I used mediawriter to create a bootable flash drive. When I try to install Fedora, it finds no harddrives.
I read I am supposed to change SATA mode to AHCI. In BIOS SATA mode isn’t editable. Am I out of luck?
I used mediawriter to create a bootable flash drive. When I try to install Fedora, it finds no harddrives.
I read I am supposed to change SATA mode to AHCI. In BIOS SATA mode isn’t editable. Am I out of luck?
What motherboard and BIOS are you running? I’m genuinely surprised that there’s no way to change from IDE or RAID to AHCI .
Is this machine pretty old (like 20+ years old!)
Someone on Reddit had a similar problem and got it working with F38 install.
You can find old installs via Index of /pub/Mirrors/archive.fedoraproject.org/fedora/linux/releases/38
If you don’t want to do that (coz you have to upgrafe twice after) please post much more info about your setup.
It is a laptop that I bought new last month. An Acer swift 3. The cheapest I could find. So, it is not easy for me to share info about the motherboard.
Thanks! I’ll try that.
What information is in bios about the drive. Most of the newer laptops may have the device in RAID mode, and there are some devices where fedora is unable to see the drive when using the built in raid controller. This is why it is suggested in those situations to switch the SATA config from RAID to AHCI in bios.
In BIOS the hard drive is only described in the information tab which is not editable. It says “Optane without RAID”.
Is there a ‘device’ tab, a ‘storage’ tab or similar.?
Are there prompts at the bottom for additional screens?
On my laptop I first get the information screen but at the bottom are some prompts.

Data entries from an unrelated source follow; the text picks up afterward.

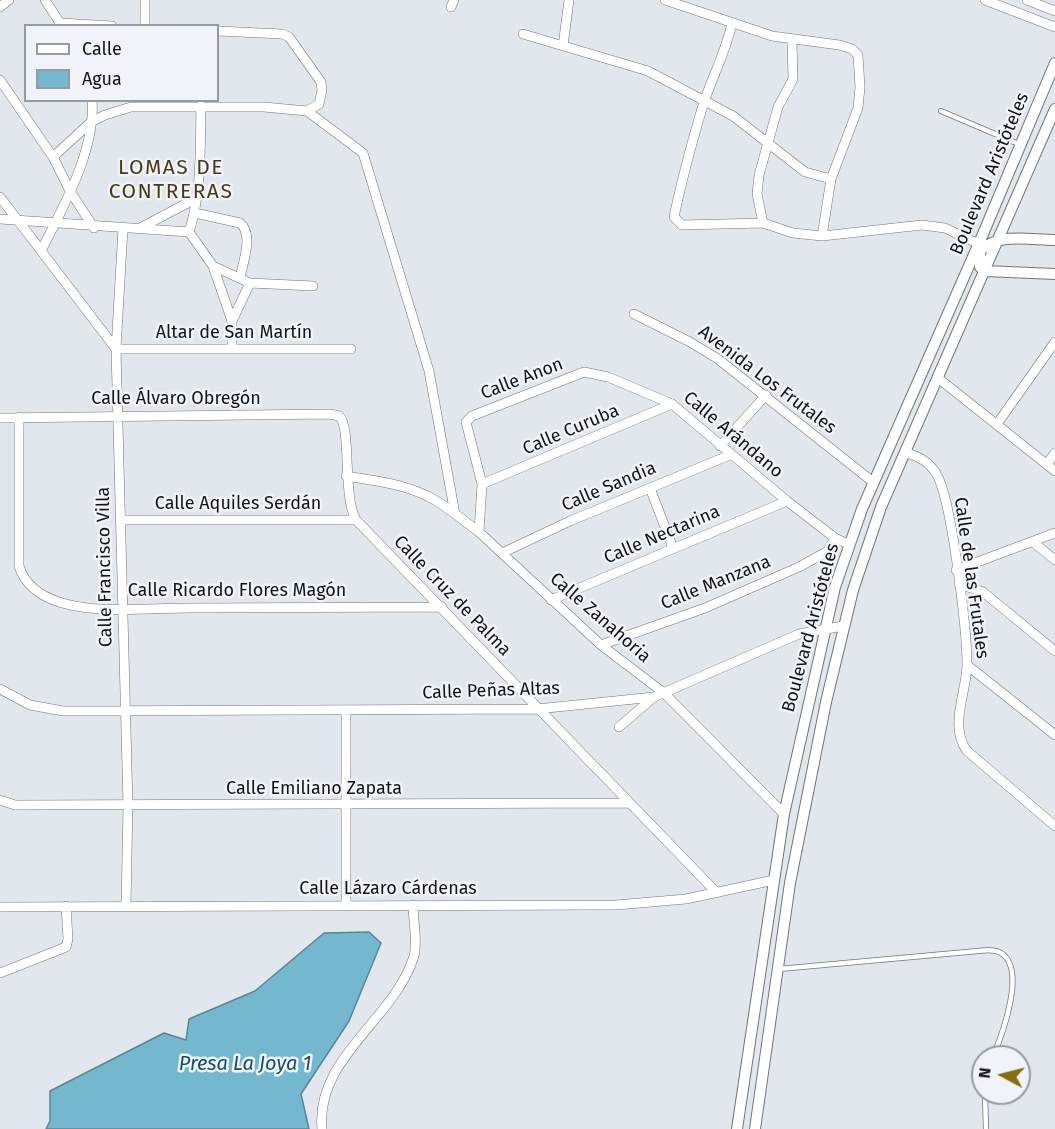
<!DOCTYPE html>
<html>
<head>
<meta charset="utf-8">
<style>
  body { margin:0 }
  #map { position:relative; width:1055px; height:1129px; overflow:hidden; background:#e2e7ed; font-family:"Fira Sans",sans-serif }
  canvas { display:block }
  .legend { position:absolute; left:24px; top:24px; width:195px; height:78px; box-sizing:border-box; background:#f0f4fa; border:2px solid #979a9e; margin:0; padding:8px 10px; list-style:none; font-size:18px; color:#121415 }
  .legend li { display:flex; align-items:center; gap:12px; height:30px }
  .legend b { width:30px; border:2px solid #979a9e }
  .north { position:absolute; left:971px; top:1045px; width:60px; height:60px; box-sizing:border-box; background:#f0f4fa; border:2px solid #979a9e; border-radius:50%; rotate:277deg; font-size:16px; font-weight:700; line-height:24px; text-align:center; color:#121415 }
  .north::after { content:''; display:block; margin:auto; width:21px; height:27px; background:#886e0d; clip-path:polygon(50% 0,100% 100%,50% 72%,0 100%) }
</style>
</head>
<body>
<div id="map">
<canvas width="1055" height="1129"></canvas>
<ul class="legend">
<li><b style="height:8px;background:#fff"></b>Calle</li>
<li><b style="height:16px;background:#74b8cf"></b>Agua</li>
</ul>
<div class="north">N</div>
</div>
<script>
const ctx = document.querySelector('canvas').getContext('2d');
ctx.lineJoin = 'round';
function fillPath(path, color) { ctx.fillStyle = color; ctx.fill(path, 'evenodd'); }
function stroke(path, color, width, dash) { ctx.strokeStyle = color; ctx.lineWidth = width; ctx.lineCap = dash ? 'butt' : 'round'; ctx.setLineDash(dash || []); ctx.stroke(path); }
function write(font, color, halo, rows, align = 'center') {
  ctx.font = font + ' "Fira Sans",sans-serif'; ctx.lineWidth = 5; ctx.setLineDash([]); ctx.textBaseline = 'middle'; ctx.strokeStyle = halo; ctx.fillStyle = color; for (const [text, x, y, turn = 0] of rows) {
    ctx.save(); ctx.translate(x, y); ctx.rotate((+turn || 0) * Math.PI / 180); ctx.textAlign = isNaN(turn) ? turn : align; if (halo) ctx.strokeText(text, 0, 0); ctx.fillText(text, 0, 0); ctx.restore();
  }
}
const water = new Path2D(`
  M 369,932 L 381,943 L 349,1021 L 301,1094 L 309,1129 L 46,1129 L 50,1121 L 50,1091 L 164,1033 L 186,1040 L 189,1019 L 255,991 L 324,933 Z`);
fillPath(water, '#74b8cf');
stroke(water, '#578797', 1.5);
const service = new Path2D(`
  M 941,111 L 1021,145
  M 779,969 L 978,951 C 985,950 995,949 1001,953 C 1027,969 1002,1035 993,1057
  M 985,1093 L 986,1129`);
const minor = new Path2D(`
  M 45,0 L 62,26
  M 145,0 L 145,26
  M 665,0 L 772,36 L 839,45 L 852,49 L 858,55 L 860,87 L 858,108 L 831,179 L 822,236
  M 985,0 L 1055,27
  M 1027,0 L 1055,11
  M 0,7 L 9,0
  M 451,7 L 454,0
  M 61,23 L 112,26
  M 732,23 C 726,52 712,77 703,105 C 692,142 682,179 674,217 L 682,225 L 763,223 L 793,233 L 822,236 L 922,225 L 945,228 L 979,244
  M 523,34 L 648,71 L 733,116 L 805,172 L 831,179
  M 563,46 L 569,0
  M 0,80 L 53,157 L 70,191 L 94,228
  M 307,111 L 363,153 L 429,371 L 455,514
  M 53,157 L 91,122 L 105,115 L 131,107 L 264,107 L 307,111 L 319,104 L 322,90 L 321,82 L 289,37 L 282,34 L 218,31
  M 0,197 L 116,349 L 351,349
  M 195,213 L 240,223 C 254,234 243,262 240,278
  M 0,219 L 189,232 L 213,266 L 250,283 L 313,286
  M 763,223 L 757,194 L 759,175 L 778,107 L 793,79 L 792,41
  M 123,228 L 116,349 L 128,806 L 126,905
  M 140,228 L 197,198
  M 189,232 C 202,192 200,148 201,106
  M 42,249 C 63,207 96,150 92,100
  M 213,266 L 232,321 L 232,349
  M 634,314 L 690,342 L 718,359 L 873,482
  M 232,321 L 250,283
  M 938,378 L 1055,471
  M 19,417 L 19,566 C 25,586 42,597 62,603 C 101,614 149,608 190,608 C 274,608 358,607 442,607
  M 0,418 L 330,414 L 339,416 C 352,427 342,495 356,520 L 717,893
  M 997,424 L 1055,342
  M 720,446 L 766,395
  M 907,453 C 919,457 928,461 936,473 C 952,499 967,632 967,666 C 966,693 949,727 967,751 L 1055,826
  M 1047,464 L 1055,453
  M 346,476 C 376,481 406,484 433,499 C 449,508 464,521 479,532
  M 482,484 L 672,404
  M 650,488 L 673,548
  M 120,520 L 356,520
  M 1033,542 L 1055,560
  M 502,553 L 570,521 L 730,455
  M 956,570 L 1055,533
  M 959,584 L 983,592 L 1055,651
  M 551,600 L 787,501
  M 601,645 L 705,608 L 799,567 L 828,551 L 835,538
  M 967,665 L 1055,735
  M 0,689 L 30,705 L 63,711 L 537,709 L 654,697 L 799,634 L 843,626
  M 346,710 L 346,905
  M 619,727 L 654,697
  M 0,800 L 15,805 L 630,803
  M 784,814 L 664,693 L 601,645 L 479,532 L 482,484 L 466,422 L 472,416 L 584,372 L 608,377 L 672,404 L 787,501 L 835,538 L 850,545
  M 0,907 L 616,905 L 686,899 L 774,880
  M 0,973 L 66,947 L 68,939 L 66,906
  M 322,1129 C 315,1058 395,1019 414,956 C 418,942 413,920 413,905`);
const tertiary = new Path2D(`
  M 980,249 L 980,267 L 985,271 L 1055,274
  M 977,255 C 994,231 1029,240 1055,240
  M 737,1129 L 784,814 L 835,587 L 862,509 L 983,234 L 1055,63
  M 755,1129 L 790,883 L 826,702 L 853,590 L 881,507 L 1055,109`);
stroke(service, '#71757a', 6);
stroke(minor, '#71757a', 10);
stroke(tertiary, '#71757a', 12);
stroke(service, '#fff', 4.5);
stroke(minor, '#fff', 9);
stroke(tertiary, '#fff', 10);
write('18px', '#121415', '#f0f4fa', [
  ["Boulevard Aristóteles",990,174,-67],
  ["Altar de San Martín",234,333],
  ["Calle Anon",522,379,-21],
  ["Avenida Los Frutales",767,380,37],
  ["Calle Álvaro Obregón",176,399],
  ["Calle Curuba",571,430,-23],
  ["Calle Arándano",733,435,40],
  ["Calle Sandia",609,487,-23],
  ["Calle Aquiles Serdán",238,504],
  ["Calle Nectarina",662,535,-23],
  ["Calle Francisco Villa",105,567,-91],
  ["Calle de las Frutales",971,578,82],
  ["Calle Manzana",716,583,-22],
  ["Calle Ricardo Flores Magón",237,591],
  ["Calle Cruz de Palma",452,596,46],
  ["Calle Zanahoria",600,618,41],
  ["Boulevard Aristóteles",811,628,-75],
  ["Calle Peñas Altas",491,691,-2],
  ["Calle Emiliano Zapata",314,789],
  ["Calle Lázaro Cárdenas",388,889]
]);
write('italic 20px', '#165060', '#f0f4fa', [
  ["Presa La Joya 1",245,1064]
]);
ctx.letterSpacing = '1.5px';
write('21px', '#493c13', '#f0f4fa', [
  ["LOMAS DE",171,168],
  ["CONTRERAS",171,192]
]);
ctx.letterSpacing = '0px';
</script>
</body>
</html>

F7 then gives me the advanced mode and in that mode the ‘advanced’ tab allows setting the SATA config.
None of that. It’s the cheapest laptop I could find. I’m hoping starting with release 38 will save me.
Release fedora 38 will not help you much to install on new hardware like you describe. Download at lease fedora 42 or fedora beta 43 from web page www.getfedora.org and put it on usb-stick .Try it this way
Are you on Windows 11? If you can pull up ‘system information’ it should show you all the basic specs of laptop. Most new systems use AHCI as default. IDE is deprecated…was for spinning drives before NVME technology, RAID mode is only used (typically) if there are multiple drives in the laptop. That is very uncommon for consumer grade hardware.
Check and see if Bitlocker is turned on, that is usually on by default for new laptops. If it is, you may need to turn it off before trying to install Fedora.
Cheapest laptop does not necessarily mean extremely limited bios. Most newer bios in the various systems at least provide similar user config functions even with different hardware.
If you are unable to find the configs mentioned then one idea might be to return it and check for better bios support before buying.
Is there any mention on any of the pages within the BIOS of “Intel Rapid Storage Technology” or “Intel RST”?
You could always try updating the whatever the latest BIOS is for this particular SKU just in case it’s an older piece of kit which has been lying on a shelf for 3 years before being sold to you.
Is there anything in the “Main” tab? Does hitting Ctrl-S in that tab help?
(Based on this Acer forum thread, which admittedly is a bit old and may not apply to your BIOS.)
I had forgotten about the naming. The RST seems to be another name for the raid controller, so if that is there then disabling that within bios might assist with the drive config.